▸ Provided data:
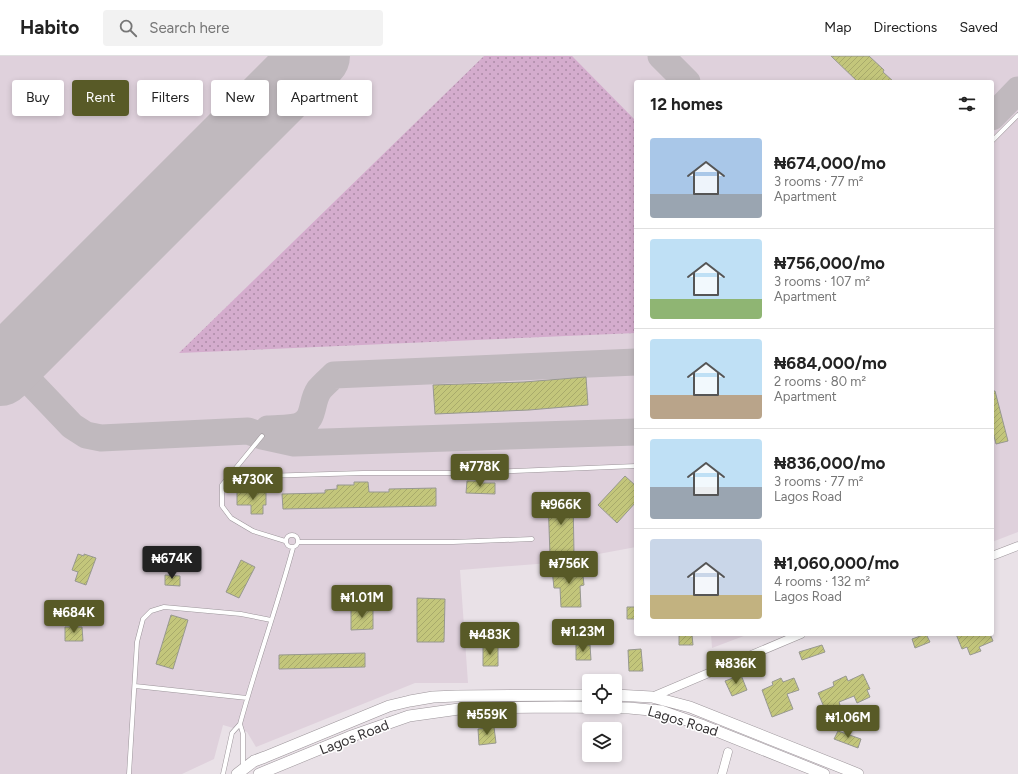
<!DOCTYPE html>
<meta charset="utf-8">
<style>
:root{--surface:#fff;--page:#f2f2f2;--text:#222;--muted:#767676;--line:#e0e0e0;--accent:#585a27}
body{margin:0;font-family:Figtree,sans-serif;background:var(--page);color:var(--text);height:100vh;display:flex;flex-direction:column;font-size:15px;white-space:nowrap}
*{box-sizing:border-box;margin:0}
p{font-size:13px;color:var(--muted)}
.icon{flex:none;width:22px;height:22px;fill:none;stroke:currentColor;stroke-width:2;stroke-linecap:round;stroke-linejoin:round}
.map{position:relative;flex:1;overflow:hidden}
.sheet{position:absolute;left:634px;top:24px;width:360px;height:556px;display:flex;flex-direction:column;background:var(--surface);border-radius:4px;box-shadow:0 2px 6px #0003}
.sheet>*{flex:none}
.guide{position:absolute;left:12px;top:24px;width:380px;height:36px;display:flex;gap:8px}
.fabs{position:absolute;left:582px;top:618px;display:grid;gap:8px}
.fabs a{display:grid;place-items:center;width:40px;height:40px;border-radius:4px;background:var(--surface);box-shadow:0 2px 6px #0003;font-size:20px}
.price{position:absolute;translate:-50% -34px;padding:0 9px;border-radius:4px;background:var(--accent);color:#fff;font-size:13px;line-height:26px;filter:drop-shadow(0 1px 2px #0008)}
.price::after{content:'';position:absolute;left:50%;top:24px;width:12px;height:9px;margin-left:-6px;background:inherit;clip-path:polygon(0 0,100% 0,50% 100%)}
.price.selected{background:#222;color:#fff}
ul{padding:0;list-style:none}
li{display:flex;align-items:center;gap:12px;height:100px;padding:0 16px}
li+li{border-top:1px solid var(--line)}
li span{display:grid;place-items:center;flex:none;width:112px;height:80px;border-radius:4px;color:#555}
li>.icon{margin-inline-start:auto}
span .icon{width:48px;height:48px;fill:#fffc;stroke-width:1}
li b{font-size:17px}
h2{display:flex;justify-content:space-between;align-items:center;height:48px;padding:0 16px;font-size:17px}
.chip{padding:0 14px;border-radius:4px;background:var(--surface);box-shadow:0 2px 6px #0003;font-size:14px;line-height:36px}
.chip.selected{background:var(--accent);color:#fff}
header{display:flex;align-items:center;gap:24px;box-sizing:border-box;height:56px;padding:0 20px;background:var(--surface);border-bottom:1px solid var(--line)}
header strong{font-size:19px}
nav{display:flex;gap:22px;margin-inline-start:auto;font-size:14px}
.search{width:280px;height:36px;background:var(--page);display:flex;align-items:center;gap:10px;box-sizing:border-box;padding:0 14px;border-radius:4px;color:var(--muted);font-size:15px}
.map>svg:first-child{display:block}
.built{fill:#dfd1dc}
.grass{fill:url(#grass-dots)}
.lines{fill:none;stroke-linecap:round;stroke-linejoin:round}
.taxiway{stroke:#c0b9be;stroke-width:27}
.runway{stroke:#c0b9be;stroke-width:68}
.building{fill:url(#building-hatch);stroke:#979890}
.service-casing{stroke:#9c959a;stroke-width:5}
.minor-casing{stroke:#9c959a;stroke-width:9}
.secondary-casing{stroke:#9c959a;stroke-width:12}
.service{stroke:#fff;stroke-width:4}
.minor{stroke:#fff;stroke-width:8}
.secondary{stroke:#fff;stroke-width:11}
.labels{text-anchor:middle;stroke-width:3;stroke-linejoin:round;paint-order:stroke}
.street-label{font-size:14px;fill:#333032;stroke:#fff}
</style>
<header>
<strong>Habito</strong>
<div class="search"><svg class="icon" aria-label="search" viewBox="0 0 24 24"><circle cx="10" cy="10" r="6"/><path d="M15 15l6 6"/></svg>Search here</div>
<nav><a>Map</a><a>Directions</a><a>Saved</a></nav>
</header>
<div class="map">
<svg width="1018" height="718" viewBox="0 0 1018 718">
<defs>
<pattern id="grass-dots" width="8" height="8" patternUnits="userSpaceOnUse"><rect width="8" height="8" fill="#d4accd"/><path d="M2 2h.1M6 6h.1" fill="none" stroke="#ad8ca7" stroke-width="1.8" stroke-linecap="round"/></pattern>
<pattern id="building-hatch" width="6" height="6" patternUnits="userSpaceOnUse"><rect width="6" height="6" fill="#c3c67b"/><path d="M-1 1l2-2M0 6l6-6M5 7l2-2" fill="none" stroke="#a8aa6b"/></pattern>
</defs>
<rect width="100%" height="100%" fill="#e9e1e7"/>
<path class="built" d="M0 0H1018V476L992 486V26H636V491L550 507 460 514 468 627H415L256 691 247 676 223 669 214 703 182 718H0Z
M711 578H749L712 592Z"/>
<path class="grass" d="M484 0H572L636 65V277L179 297Z"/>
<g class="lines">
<path class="taxiway" d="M661 0 687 26
M992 61 1018 34
M10 305 72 370 86 379 101 382 248 375 262 380 294 387 636 376
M268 373C277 372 290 373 299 370 316 363 310 347 319 334 323 329 329 324 334 319L636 306"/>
<path class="runway" d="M0 316 316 0"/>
</g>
<path class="building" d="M831 0H869L884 14 883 16 894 26H858Z
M586 321 588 349 529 354 435 358 433 329 524 326Z
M992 335H995L1008 385 996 388 992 372Z
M625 420 636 430V446L617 467 598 449Z
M467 425H478V427H495V438L466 437Z
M354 426H368L369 436H389V433L436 432V450L283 453 282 438 325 437V434L337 433V429H354Z
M237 436H266V449H263V458H251V449H237Z
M573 442 574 498 550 499 548 443Z
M78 498 84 500V498L96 502 86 529 75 525 78 516 72 514Z
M241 504 255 511 239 542 226 536Z
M582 510 584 529 580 530 581 551H561L560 532H554L552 513Z
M165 519 180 520V530L165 529Z
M417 542 445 543 444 586H417Z
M627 551H636V563H627Z
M373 552V573L351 574V553Z
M171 559 188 564 173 613 156 608Z
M65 571H82L83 585H65Z
M926 578 930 586 915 592 912 583Z
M956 578H990L993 585 979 591 981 595 970 599 967 591 962 593Z
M679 579H692L693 589H679Z
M576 589H590L591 604H576Z
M822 589 825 596 802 604 799 596Z
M483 591H498V610H483Z
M641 593 643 615H629L628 594Z
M365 597V611L279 613V599Z
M863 618 870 633 867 634 870 641 857 647 854 640 839 646 841 652 827 658 818 637 834 630 833 626 846 620 848 625Z
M741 619 747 634 732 640 725 625Z
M781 622 783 626 794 622 799 634 787 638 793 653 772 661 762 634 773 629 772 626Z
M494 671 496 687 479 689 478 673Z
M838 675 861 683 858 692 834 683Z"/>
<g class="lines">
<g class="service-casing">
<path id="service" d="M992 85 1018 59
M262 380 222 429V450L231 462 253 475 285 485
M229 421 363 417H465L636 410
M286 485a6 6 0 1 1 12 0a6 6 0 1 1-12 0Z
M299 486H453L532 483
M135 630 247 642
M240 668 243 678V711
M129 718 137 586 143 563 151 555 164 551 241 558 271 564
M223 718 232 677 240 668C256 609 277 551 293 492"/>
</g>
<g class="minor-casing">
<path id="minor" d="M992 500 1018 490
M652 641 801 578
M722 718 728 696"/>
</g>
<g class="secondary-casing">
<path id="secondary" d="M615 639 652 641 690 651 858 718
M237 718 254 705 265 701 389 650 410 645 433 641 456 640 589 639
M259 718 349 681 409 660 466 652 560 651 629 652 661 655 704 670 824 718"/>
</g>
<use href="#service" class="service"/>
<use href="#minor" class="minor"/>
<use href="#secondary" class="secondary"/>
</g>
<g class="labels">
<g class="street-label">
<text transform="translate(683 665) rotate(17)" y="5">Lagos Road</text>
<text transform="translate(354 681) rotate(-21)" y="5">Lagos Road</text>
</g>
</g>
</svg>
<div class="fabs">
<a><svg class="icon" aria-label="locate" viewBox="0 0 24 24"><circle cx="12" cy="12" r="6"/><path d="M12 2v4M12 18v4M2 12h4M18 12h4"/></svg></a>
<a><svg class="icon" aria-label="layers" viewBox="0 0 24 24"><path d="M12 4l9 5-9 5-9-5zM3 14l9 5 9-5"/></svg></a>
</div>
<b class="price" style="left:480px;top:432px">₦778K</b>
<b class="price" style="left:253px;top:445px">₦730K</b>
<b class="price" style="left:561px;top:470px">₦966K</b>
<b class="price selected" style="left:172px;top:524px">₦674K</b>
<b class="price" style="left:569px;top:529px">₦756K</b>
<b class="price" style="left:362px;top:563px">₦1.01M</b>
<b class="price" style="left:74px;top:578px">₦684K</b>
<b class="price" style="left:583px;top:597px">₦1.23M</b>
<b class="price" style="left:490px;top:600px">₦483K</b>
<b class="price" style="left:736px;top:629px">₦836K</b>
<b class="price" style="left:487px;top:680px">₦559K</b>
<b class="price" style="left:848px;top:683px">₦1.06M</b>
<div class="guide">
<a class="chip">Buy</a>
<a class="chip selected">Rent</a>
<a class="chip">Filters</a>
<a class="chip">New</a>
<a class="chip">Apartment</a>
</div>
<section class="sheet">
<h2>12 homes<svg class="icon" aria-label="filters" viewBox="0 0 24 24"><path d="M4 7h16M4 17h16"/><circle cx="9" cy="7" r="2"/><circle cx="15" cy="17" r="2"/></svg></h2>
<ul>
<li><span style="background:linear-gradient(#a9c7e8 70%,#9aa5b1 0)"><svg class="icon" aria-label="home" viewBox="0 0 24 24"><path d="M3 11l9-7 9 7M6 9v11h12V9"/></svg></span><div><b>₦674,000/mo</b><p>3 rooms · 77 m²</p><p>Apartment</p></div></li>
<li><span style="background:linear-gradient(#bfe0f5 75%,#8fb573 0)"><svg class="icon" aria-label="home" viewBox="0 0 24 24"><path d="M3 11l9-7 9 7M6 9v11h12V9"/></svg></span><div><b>₦756,000/mo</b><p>3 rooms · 107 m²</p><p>Apartment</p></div></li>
<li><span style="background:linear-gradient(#bfe0f5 70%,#b9a48a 0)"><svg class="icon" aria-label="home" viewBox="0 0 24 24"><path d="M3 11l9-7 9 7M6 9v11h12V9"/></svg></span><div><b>₦684,000/mo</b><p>2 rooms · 80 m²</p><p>Apartment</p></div></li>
<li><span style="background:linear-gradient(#bfe0f5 60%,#9aa5b1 0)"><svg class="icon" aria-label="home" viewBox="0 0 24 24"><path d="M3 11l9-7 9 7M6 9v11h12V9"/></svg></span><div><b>₦836,000/mo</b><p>3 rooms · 77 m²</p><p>Lagos Road</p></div></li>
<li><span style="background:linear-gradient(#c9d6e8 70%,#c2b280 0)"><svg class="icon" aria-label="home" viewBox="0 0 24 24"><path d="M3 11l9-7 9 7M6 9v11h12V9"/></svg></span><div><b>₦1,060,000/mo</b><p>4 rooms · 132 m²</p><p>Lagos Road</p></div></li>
</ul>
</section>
</div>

▸ Task statement:
Across all the records above, find each line with "column" in it and copy it.

▸ Output below:
body{margin:0;font-family:Figtree,sans-serif;background:var(--page);color:var(--text);height:100vh;display:flex;flex-direction:column;font-size:15px;white-space:nowrap}
.sheet{position:absolute;left:634px;top:24px;width:360px;height:556px;display:flex;flex-direction:column;background:var(--surface);border-radius:4px;box-shadow:0 2px 6px #0003}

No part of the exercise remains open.